Provide a Safety Valve for SIV Applicants

The Afghan SIV program is notorious for erroneously rejecting qualified applicants. The State Department does not publish transparent data regarding appeal-success rates, but anecdotal evidence collected by practitioners and Congressional offices over a decade suggests that denial appeals, COM-revocation appeals, and re-applications after initial denials, are successful at a substantial rate. In other words, even SIV-qualified Afghans cannot be sure that their applications will be correctly or efficiently adjudicated. The Afghan Adjustment Act would give every SIV-qualified Afghan parolee a clear and timely path to permanent status in the United States.

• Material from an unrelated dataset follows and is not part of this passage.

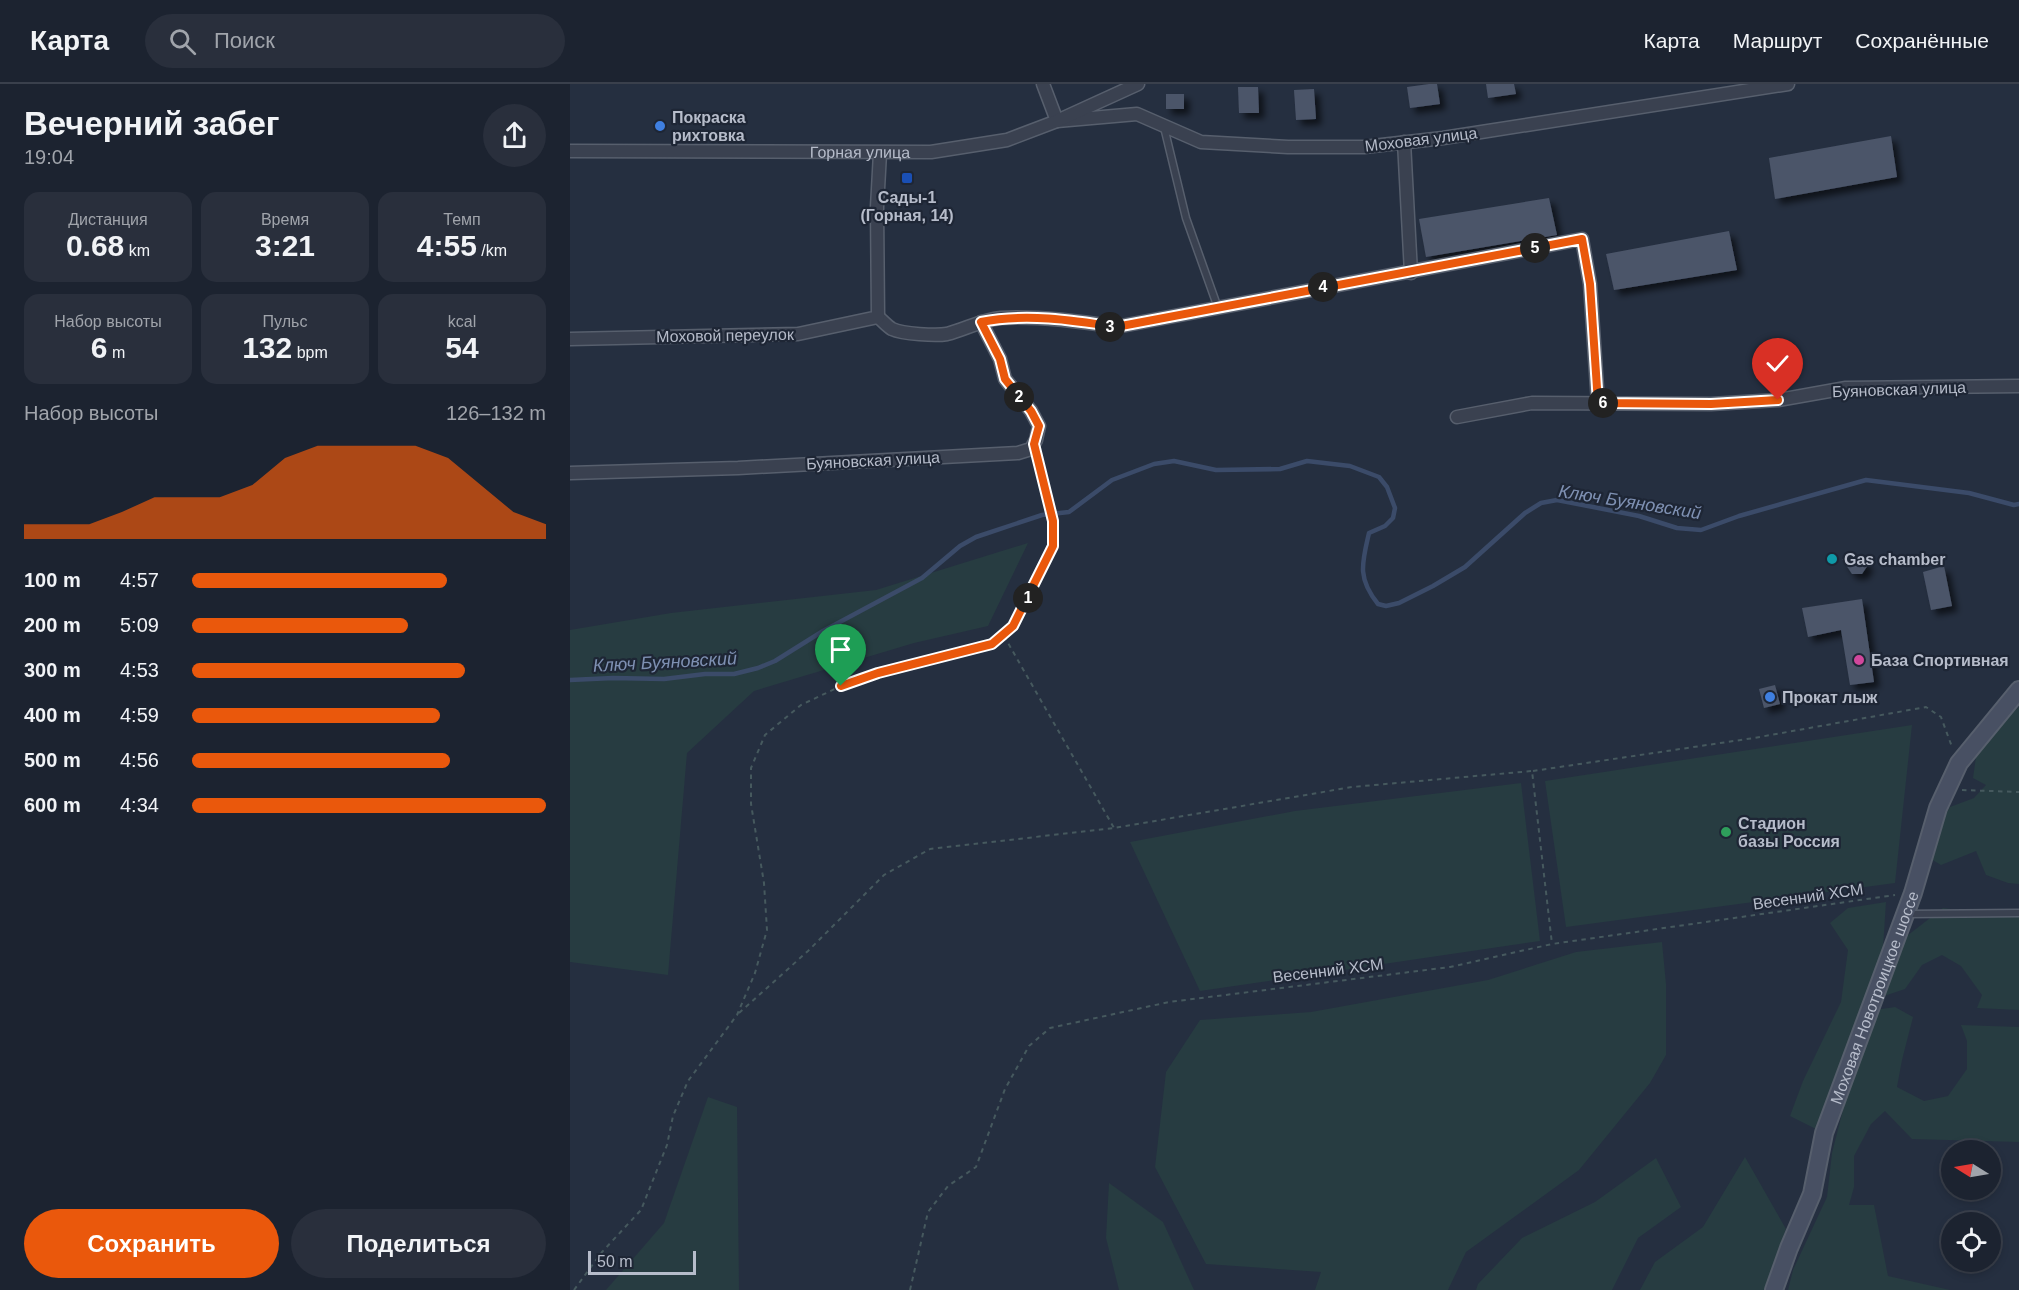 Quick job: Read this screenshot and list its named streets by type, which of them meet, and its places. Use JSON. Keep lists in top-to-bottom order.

Historical precedent suggests that if Congress fails to act, thousands of SIV-qualified Afghan allies will be erroneously denied the protections of the SIV program Congress created to help them.

Mitigate the impact of documentation lost during evacuation

In addition to the erroneous denials detailed above, the SIV program also burdens applicants with the responsibility of establishing their qualifying employment. This can mean collecting documentation from contractors that are noncompliant or no longer exist, or producing letters of recommendation from supervisors long out of touch or even deceased.  The chaotic US withdrawal from Afghanistan exacerbated the documentation problem for Afghan allies. The same documents required by the SIV program are a death warrant in the hands of the Taliban. During the operation at HKIA, the Taliban and other anti-US forces threatened, harassed, and beat people while searching for the same documents the SIV program required them to carry. Some Afghans destroyed those sensitive documents to protect their lives and their families. The US Embassy itself also destroyed important documentation for many Afghans to prevent it from falling into the hands of the Taliban. The Afghan Adjustment Act would avoid punishing Afghan allies for protecting themselves and their families during the evacuation.

Conclusion

The Afghan SIV program was the US Government’s promise to Afghans who risked their lives on behalf of the US mission in Afghanistan. That promise remains unfulfilled for tens of thousands of Afghan allies and their families still at-risk in Afghanistan and other unsafe countries, and the SIV program should continue serving that function until every qualified applicant is safe. The Afghan Adjustment Act would free up vital SIV-processing resources to fulfill that promise, while removing a cloud of uncertainty from the heads of those who have already risked everything to support the United States.